Hot job opportunities


Resource of the week

I talk a lot about finding a social impact job, but what about creating your own? That's the inspiration for this week's resource: a course called "Social Impact Strategy: Tools for Entrepreneurs and Innovators" offered on Coursera by the University of Pennsylvania.

They offer a few courses related to social entrepreneurship, and this one is more focused on impact business models, measuring impact, and developing a theory of change. It's a great introduction to some of the language of social enterprises – whether you choose to create your own or not.

The course is offered as part of Coursera Plus, which is a paid subscription that provides access to the broader Coursera catalog. That said, the course is only 8 hours long and something you could breeze through in a week – short enough to fit within the free trial period. Frankly, I might have to take advantage of that opportunity myself. Book club, anyone?


Test your knowledge

The Endangered Species Act was enacted in 1973 and helps protect – and ideally restore – endangered species facing extinction. I asked you which species was the first to be delisted due to recovery, and the answer is the Brown Pelican. The Endangered Species Act is itself endangered of late, as a proposed word change would remove protections on habitats critical to endangered species' survival.

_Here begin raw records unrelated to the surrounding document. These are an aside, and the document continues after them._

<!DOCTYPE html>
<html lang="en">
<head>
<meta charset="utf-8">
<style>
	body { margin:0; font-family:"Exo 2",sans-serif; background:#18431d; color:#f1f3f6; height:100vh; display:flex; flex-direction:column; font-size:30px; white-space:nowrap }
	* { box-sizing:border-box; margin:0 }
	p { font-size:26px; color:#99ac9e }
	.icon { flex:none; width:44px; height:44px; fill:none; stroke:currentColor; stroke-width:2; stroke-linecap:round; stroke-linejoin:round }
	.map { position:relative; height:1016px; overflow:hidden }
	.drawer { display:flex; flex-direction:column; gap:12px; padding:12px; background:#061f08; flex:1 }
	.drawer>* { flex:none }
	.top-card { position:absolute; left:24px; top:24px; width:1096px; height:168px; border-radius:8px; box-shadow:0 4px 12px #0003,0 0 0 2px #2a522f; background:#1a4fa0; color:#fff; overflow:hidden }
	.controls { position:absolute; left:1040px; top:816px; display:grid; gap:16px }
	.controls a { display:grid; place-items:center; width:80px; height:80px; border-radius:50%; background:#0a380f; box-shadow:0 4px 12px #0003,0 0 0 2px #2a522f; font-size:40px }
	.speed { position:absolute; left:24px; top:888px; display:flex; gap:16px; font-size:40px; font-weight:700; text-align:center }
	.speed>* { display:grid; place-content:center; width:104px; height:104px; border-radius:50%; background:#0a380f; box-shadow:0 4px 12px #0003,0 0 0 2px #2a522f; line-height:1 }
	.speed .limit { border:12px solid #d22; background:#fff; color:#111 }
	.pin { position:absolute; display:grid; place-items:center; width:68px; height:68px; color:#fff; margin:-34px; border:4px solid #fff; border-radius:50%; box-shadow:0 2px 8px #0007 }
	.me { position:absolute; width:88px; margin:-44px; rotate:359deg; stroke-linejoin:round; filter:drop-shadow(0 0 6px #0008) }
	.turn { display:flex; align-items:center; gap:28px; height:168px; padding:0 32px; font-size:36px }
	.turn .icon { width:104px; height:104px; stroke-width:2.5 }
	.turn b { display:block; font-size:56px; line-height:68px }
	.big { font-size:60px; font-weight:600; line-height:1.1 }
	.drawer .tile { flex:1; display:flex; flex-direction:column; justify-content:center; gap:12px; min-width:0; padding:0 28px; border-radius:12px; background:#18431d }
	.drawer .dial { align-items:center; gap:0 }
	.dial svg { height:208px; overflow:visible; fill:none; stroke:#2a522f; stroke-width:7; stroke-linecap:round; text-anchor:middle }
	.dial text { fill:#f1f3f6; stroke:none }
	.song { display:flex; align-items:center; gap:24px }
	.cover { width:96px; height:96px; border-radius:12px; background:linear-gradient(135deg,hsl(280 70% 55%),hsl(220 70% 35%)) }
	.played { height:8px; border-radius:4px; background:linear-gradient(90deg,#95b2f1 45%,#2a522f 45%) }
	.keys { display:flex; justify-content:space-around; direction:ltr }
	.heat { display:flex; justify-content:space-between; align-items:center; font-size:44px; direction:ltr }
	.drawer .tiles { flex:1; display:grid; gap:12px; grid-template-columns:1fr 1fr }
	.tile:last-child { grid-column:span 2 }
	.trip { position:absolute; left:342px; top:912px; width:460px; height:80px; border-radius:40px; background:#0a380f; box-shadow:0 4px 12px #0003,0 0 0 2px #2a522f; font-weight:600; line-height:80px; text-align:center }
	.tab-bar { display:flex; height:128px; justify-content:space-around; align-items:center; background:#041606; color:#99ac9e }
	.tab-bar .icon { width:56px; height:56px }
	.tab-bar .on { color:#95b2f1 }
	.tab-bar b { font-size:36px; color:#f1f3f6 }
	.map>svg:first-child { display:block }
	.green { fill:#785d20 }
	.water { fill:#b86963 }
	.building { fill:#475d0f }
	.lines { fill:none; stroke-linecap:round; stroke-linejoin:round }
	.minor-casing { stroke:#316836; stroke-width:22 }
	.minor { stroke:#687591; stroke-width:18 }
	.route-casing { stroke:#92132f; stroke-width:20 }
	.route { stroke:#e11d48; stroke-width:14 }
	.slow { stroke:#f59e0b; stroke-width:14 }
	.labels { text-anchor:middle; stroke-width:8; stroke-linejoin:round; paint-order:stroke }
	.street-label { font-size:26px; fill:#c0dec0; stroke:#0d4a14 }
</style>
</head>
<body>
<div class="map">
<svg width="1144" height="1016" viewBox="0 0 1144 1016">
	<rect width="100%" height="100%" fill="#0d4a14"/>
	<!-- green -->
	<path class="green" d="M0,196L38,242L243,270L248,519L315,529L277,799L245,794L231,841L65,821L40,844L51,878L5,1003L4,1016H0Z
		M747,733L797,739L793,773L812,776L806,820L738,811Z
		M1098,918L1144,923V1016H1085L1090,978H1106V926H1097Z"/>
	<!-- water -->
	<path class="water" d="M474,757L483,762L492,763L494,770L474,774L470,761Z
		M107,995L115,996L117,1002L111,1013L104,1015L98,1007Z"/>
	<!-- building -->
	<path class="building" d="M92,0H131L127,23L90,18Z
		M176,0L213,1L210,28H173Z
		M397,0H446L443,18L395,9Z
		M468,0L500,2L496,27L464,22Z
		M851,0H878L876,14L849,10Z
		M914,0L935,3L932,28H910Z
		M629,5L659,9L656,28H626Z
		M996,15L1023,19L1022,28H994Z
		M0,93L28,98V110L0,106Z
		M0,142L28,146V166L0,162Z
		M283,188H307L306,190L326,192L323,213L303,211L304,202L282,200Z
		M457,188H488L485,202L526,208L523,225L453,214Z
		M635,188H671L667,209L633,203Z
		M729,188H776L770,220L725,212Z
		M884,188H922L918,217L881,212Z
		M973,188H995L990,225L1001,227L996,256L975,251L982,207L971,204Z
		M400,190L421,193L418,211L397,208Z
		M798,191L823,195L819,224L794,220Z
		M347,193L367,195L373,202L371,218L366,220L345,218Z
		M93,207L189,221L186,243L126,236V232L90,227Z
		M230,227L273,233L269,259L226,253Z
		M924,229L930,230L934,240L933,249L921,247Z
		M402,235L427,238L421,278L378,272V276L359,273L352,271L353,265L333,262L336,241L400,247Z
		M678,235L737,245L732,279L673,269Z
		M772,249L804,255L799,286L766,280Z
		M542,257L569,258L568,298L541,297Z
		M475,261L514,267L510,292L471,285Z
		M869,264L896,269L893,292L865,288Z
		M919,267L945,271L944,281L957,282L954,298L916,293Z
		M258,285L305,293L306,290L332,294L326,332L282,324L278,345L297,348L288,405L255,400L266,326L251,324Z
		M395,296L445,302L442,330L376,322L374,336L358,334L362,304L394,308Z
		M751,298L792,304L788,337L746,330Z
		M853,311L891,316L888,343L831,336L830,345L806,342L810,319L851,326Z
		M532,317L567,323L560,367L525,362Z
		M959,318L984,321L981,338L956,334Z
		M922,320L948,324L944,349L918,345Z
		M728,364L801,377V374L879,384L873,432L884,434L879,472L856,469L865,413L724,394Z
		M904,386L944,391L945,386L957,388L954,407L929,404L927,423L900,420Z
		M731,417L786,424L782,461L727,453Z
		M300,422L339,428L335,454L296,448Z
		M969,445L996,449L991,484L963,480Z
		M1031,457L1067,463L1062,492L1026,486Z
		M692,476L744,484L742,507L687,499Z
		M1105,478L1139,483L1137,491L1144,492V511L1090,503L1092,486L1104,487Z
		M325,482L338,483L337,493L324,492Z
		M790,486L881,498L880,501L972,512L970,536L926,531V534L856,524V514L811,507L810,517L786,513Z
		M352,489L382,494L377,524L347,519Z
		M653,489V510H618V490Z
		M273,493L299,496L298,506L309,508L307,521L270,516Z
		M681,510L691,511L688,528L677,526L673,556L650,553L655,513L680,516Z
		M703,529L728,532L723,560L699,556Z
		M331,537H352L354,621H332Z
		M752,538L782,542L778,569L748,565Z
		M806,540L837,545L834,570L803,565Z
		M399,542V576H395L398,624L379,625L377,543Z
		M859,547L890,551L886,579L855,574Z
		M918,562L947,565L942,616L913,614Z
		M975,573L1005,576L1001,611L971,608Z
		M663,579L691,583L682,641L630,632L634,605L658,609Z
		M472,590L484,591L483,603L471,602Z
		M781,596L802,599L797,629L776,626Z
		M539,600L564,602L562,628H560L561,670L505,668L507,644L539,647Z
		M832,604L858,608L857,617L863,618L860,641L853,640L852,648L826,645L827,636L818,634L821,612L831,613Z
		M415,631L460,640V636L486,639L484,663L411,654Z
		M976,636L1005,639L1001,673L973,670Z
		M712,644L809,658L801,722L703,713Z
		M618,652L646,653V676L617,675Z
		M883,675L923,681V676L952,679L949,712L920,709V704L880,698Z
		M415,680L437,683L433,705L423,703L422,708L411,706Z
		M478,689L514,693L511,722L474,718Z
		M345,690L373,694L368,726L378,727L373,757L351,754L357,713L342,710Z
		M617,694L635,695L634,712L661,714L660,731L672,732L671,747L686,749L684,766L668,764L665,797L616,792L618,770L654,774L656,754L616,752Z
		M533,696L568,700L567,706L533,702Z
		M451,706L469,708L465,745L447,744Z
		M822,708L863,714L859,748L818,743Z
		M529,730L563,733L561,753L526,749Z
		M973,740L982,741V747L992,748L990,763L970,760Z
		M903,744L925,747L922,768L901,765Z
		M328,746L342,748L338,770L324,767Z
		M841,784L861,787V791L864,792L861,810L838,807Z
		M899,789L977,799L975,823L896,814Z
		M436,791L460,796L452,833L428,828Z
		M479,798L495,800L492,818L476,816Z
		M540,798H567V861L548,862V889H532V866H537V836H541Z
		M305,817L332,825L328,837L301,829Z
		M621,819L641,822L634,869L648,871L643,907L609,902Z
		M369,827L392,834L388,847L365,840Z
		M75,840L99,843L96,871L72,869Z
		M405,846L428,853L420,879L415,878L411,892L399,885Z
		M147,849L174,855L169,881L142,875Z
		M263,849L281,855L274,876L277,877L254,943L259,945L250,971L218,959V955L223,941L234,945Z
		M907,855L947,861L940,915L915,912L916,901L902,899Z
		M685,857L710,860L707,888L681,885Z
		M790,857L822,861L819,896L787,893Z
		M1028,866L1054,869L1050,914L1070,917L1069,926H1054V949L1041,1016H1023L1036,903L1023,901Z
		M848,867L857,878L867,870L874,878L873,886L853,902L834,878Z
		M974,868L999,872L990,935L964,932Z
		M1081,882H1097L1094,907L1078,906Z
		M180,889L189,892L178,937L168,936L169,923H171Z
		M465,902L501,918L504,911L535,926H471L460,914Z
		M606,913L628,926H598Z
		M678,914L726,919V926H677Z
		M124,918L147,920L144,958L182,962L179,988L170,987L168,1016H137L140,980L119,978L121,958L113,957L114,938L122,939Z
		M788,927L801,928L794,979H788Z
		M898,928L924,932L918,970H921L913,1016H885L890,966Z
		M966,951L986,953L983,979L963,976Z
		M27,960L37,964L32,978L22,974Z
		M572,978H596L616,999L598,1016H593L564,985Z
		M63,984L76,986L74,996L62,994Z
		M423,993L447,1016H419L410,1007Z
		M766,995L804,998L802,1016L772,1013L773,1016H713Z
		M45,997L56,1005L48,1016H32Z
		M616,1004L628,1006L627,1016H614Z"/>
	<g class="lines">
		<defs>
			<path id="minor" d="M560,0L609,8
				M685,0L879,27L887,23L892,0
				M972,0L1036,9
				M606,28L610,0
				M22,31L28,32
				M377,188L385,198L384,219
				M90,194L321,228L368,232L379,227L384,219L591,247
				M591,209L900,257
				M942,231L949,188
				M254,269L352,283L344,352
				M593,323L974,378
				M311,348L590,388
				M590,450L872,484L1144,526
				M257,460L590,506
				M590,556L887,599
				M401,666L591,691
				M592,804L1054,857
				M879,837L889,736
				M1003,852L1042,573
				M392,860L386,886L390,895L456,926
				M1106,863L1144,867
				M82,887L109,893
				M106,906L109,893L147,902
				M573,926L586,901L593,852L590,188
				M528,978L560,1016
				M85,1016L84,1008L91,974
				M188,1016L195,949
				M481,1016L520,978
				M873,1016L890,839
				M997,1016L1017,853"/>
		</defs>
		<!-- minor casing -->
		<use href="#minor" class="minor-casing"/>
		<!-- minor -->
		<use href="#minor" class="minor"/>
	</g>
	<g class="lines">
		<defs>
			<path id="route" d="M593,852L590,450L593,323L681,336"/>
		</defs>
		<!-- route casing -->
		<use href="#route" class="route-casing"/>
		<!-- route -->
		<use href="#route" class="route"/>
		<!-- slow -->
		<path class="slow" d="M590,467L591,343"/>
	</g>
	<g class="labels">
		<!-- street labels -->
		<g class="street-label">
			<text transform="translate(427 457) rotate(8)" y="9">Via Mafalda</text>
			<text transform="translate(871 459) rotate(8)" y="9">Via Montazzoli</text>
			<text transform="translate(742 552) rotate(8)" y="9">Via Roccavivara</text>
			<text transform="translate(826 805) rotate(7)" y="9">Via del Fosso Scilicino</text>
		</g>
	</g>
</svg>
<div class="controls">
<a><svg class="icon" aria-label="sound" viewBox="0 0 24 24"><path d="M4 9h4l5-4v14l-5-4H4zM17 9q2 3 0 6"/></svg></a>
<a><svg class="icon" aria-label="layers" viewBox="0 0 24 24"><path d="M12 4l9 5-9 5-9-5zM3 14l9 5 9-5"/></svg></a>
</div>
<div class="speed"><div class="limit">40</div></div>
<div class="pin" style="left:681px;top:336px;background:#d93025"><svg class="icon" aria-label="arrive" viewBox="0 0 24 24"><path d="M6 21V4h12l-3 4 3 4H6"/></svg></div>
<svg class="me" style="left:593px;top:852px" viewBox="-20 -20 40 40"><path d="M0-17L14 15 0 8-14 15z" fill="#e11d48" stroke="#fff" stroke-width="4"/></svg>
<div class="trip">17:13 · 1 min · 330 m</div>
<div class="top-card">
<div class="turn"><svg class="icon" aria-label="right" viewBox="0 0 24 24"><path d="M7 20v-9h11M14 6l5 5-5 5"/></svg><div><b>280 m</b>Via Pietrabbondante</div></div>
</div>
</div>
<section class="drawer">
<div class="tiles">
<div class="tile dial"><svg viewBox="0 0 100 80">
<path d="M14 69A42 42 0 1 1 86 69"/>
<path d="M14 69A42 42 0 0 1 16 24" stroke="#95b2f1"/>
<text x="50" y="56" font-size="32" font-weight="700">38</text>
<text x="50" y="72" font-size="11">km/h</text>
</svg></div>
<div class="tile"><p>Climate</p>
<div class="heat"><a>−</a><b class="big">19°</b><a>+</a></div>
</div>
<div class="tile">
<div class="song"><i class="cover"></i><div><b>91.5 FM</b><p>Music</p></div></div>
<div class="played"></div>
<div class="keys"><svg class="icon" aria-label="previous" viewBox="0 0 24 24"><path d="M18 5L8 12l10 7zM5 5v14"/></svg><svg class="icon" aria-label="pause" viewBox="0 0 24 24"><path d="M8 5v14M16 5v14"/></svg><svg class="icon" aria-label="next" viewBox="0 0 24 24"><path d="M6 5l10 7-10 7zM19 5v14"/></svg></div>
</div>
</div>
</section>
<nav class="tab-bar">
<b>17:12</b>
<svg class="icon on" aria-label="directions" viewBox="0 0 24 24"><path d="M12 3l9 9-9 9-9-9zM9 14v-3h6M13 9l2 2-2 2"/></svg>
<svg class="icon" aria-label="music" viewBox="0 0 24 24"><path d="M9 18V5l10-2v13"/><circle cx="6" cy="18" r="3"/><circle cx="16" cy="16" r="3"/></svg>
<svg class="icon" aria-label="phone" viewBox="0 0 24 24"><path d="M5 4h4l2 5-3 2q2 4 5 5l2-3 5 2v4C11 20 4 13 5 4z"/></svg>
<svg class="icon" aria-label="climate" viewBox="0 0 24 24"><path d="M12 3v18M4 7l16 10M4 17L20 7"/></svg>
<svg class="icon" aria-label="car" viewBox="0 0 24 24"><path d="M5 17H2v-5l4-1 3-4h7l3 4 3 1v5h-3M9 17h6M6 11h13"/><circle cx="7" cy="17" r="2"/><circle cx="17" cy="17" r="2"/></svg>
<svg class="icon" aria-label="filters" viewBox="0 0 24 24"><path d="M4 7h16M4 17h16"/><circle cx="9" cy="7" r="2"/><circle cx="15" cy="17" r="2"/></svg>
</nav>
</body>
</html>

In a previous issue, I mentioned that air pollution has improved in Kathmandu in part because of an aggressive push for electric vehicles. This week, I thought we'd dig into electric vehicle history to find an early tipping point:

In what year did the cumulative number of all-electric vehicles reach 1 million sold?

Email me your guess, and I'll send one lucky winner a couple of One Work stickers!


I finally made it to the Portland Art Museum last week. Evidently the museum is under an expansion effort that will vastly increase the amount of art on offer, although I was impressed by what I saw in the one wing that was open.

They had a painting of Monet's waterlilies that floored me – the kind of thing you read about as a student but don't really appreciate until you see in person. The greats are greats for a reason. I'm looking forward to going back once construction is complete.